Hunter bespreekt prachtige voorbeelden en begint – natuurlijk zou ik bijna zeggen – met het tapijt van Bayeux, een Middeleeuws borduurwerk dat het leven in Engeland in meerdere verhalen laat zien. Dit tapijt is iconisch in de (kunst)geschiedenis en in de geschiedenis van de naaldkunst. Een ander voorbeeld is de Schotse Maria Stuart die haar borduurwerk tot haar woordvoerder maakte, in zowel emotionele als politieke zaken. In vroegere tijden kon je macht, rijkdom en afkomst herleiden uit het gebruikte materiaal en dat levert ons een rijke, materiële wereld aan informatie op. Textiel was de meest veelzijdige vorm van visuele communicatie en hoewel vooral door vrouwen beoefend, zijn er ook mannen die er verhalen mee vertelden. Borduren is niet alleen een geestelijke en fysieke troostrijke bezigheid, maar ook een manier om kennis, verbeelding en passie te uiten. Het is onopvallend in gezelschap: je kunt tijdens het borduren blijven deelnemen aan het gesprek en het is gemakkelijk te verbergen. Aan het begin van de negentiende eeuw introduceerde humanist Elizabeth Try borduurwerk in gevangenissen als rustgevend tijdverdrijf en in krijgsgevangenkamp Changi was borduren het tegengif voor de machteloosheid van de gevangen. Borduurwerk is vaak het laatste wat overblijft van een identiteit die door ontheemden wordt bewaard en met het borduren wordt een gevoel van identiteit herwonnen. De Miao-stam in China heeft geen geschreven taal maar met het naaldwerk wordt er toch gecommuniceerd. Naaldwerk biedt losgeslagen gemeenschappen een anker en genereert gemeenschapszin. Het inpakken van het Pentagon, the Ribbon, in 1985 symboliseert de vereniging van hoop en gemeenschapszin.

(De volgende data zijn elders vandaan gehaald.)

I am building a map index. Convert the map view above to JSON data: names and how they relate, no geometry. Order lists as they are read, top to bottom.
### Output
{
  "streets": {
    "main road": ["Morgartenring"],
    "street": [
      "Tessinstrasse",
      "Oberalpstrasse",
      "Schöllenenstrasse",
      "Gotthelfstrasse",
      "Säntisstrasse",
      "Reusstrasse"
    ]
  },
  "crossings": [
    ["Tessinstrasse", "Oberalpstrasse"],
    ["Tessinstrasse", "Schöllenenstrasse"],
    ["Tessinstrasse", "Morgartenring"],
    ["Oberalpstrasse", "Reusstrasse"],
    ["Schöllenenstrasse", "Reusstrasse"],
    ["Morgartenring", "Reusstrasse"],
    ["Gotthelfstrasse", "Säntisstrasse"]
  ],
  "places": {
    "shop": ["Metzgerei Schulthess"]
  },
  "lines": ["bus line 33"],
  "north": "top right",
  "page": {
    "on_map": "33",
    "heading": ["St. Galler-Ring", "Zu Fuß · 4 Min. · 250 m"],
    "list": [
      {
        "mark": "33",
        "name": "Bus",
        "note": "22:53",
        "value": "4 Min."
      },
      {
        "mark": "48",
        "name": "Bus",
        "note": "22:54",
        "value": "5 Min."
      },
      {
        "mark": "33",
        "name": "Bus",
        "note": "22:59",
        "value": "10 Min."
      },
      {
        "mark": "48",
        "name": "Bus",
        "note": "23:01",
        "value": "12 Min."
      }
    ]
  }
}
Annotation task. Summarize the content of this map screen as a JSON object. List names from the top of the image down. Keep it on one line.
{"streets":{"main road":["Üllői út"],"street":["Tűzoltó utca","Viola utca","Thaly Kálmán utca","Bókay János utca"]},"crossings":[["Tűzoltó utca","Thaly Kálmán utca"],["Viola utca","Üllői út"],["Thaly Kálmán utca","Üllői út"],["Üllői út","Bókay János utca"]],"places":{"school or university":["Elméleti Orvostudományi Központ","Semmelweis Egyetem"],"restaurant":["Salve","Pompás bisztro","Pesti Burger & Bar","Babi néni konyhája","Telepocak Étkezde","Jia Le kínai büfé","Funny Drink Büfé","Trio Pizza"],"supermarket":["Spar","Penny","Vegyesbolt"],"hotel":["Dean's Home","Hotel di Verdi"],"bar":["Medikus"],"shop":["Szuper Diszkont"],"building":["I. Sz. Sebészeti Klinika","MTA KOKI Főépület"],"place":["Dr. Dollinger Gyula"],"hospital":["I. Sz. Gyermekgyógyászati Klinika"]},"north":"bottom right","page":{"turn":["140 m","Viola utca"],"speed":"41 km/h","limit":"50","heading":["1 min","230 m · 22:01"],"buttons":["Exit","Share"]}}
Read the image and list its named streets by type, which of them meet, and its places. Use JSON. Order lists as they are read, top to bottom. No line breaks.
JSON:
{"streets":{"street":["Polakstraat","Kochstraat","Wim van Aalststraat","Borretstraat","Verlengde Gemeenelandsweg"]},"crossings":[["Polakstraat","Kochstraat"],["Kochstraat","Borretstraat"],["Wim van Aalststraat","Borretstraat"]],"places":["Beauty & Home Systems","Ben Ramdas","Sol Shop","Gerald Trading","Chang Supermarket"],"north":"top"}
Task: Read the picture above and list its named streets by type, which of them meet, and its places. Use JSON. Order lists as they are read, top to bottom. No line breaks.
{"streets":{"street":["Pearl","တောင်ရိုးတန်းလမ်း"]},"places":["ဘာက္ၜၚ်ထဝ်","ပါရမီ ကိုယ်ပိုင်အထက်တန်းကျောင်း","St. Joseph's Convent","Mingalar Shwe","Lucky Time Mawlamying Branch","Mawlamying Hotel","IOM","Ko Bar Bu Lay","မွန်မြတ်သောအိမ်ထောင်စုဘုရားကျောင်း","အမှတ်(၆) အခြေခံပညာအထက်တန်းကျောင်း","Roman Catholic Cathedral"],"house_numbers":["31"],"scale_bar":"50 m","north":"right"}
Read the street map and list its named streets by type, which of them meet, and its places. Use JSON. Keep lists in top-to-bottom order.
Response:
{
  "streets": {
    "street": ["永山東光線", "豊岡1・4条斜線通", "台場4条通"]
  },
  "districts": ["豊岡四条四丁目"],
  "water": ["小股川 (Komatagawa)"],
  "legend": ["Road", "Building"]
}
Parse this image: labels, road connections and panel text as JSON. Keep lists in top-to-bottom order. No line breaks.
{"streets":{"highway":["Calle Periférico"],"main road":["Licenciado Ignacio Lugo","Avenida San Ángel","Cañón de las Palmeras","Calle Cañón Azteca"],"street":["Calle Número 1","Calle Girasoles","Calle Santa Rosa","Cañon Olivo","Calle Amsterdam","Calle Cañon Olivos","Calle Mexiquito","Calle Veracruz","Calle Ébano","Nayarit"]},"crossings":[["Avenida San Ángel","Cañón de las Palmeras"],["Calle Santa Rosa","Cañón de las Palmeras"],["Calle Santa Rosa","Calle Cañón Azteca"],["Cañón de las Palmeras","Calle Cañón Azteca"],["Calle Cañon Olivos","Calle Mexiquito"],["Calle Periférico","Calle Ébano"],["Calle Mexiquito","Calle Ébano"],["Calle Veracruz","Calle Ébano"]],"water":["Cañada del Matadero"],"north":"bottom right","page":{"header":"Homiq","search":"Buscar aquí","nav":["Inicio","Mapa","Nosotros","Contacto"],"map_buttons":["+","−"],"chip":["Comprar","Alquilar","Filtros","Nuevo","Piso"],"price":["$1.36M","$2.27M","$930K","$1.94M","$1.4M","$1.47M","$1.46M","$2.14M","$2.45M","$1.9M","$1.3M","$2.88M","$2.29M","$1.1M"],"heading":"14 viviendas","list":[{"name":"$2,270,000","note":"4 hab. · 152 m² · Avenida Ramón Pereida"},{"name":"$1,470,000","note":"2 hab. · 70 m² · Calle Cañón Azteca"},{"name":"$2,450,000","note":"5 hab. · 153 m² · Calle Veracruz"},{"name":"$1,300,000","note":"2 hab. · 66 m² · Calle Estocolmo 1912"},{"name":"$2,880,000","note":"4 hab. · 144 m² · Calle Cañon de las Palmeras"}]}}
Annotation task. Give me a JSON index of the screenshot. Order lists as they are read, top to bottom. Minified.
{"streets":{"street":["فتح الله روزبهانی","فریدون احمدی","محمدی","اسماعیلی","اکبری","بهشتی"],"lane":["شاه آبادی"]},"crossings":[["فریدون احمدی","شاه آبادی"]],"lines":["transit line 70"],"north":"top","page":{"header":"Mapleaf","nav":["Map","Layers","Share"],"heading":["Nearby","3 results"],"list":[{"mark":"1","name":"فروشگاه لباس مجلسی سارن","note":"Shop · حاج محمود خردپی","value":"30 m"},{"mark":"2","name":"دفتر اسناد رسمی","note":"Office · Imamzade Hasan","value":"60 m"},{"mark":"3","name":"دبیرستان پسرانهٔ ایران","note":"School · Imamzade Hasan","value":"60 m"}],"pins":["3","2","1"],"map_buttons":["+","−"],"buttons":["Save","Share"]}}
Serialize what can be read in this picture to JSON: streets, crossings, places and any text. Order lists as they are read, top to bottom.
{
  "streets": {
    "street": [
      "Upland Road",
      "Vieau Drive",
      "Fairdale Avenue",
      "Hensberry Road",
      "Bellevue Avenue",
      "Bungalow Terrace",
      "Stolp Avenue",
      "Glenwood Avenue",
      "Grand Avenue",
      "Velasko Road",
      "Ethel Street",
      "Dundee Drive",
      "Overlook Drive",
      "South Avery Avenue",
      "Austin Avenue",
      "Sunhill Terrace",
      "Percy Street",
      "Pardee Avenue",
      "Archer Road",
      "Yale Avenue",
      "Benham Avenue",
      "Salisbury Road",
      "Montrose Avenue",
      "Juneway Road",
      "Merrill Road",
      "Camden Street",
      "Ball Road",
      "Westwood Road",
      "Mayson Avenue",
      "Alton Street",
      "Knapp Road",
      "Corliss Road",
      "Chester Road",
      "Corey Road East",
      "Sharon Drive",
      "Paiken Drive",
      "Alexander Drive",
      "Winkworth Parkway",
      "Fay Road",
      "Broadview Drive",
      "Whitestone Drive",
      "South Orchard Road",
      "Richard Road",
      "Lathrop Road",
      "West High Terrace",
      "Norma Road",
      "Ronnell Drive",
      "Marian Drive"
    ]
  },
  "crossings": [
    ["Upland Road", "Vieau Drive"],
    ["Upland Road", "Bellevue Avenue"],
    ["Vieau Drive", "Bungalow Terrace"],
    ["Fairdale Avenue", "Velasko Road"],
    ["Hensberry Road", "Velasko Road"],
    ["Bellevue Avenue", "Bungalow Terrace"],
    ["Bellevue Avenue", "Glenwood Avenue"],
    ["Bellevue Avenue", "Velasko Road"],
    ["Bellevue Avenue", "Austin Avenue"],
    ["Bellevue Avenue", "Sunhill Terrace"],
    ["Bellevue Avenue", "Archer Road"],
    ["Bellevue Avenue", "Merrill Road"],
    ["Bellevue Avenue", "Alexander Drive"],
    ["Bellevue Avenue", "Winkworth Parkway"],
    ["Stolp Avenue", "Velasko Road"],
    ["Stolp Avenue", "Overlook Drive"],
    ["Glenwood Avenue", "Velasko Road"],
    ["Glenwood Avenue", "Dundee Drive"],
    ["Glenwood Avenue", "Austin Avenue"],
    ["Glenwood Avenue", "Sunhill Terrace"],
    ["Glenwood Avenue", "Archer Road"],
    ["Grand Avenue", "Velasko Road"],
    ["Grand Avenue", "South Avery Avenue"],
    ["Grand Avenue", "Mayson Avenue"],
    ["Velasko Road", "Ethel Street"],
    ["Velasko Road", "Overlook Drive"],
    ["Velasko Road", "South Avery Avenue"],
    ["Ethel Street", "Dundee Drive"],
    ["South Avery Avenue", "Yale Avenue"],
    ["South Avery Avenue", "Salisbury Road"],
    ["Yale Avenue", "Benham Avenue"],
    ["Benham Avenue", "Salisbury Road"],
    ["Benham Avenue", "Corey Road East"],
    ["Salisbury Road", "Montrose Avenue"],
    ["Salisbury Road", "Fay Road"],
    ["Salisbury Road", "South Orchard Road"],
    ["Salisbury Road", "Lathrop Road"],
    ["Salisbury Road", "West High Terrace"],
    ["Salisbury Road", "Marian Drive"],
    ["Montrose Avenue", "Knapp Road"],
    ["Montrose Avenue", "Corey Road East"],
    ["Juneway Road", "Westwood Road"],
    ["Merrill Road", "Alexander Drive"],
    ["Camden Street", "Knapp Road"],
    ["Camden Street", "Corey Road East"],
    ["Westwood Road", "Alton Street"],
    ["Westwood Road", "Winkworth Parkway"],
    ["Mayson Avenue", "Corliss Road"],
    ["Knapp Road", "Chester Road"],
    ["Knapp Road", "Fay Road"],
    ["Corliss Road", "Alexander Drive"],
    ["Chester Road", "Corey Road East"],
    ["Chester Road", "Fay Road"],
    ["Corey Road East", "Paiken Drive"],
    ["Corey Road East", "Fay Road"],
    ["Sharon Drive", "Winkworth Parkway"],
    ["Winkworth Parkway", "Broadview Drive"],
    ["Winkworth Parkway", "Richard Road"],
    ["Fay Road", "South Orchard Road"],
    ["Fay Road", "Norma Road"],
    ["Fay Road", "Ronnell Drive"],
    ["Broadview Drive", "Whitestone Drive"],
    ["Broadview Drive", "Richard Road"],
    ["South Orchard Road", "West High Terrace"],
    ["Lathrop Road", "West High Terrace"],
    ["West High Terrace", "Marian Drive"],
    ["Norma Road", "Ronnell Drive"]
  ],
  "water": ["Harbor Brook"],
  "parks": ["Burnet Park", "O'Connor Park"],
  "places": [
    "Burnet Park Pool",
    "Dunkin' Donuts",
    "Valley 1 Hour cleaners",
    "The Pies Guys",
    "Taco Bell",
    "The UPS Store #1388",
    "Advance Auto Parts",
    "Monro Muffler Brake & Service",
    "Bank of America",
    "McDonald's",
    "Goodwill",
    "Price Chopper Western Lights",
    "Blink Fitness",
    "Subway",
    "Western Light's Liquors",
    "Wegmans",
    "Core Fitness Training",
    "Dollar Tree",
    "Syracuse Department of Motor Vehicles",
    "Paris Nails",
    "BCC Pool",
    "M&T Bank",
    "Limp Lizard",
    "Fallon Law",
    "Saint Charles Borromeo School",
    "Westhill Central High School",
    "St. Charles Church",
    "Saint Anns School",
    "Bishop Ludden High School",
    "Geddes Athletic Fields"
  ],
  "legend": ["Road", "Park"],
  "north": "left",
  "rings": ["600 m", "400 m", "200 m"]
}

Voor naaldwerk is tijd nodig en dat geeft naast het kiezen van patroon en kleur ook de tijd om na te denken en te herinneren. Naaldwerk kan geschiedenis vastleggen, ingewikkelde sociale informatie overbrengen, maar ook een artistieke, kunstzinnige lading hebben. Aan het eind van de negentiende eeuw werden er verschillende tijdschriften opgericht waardoor naaldwerk bekender én populairder werd. Vooral in het Angelsaksische gebied werd de quilt als ‘community-art’ ontdekt. Op dit onderdeel is Clare Hunter wat mij betreft op haar best. Bijvoorbeeld in het beschrijven van die verschillende projecten voor kinderen die achtergelaten zijn in weeshuizen. Maar denk ook de banieren van de vakbonden en de spandoeken van de Suffragettes.
Clare Hunter heeft met liefde, passie en aandacht een mooi overzicht van de naaldkunst geschreven en de betekenis van textiele materialen door de eeuwen heen en in verschillende culturen in beeld gebracht. Twee indrukwekkende voorbeelden raakten mij persoonlijk: het jasje van Agnes Richter die tijdens haar verblijf in het psychiatrisch instituut in Dresden eind negentiende eeuw haar woede en machteloosheid uitte in borduursels op haar inrichtingsjasje én Judy Chicago’s The Dinner Party dat ik heb gezien in het Brooklyn Museum in New York.
Clare Hunter heeft prachtig geschreven over de betekenis van textiele materialen door de eeuwen heen en in verschillende culturen. Levensdraden is een mooie combinatie van research en persoonlijk engagement. Een echte aanrader!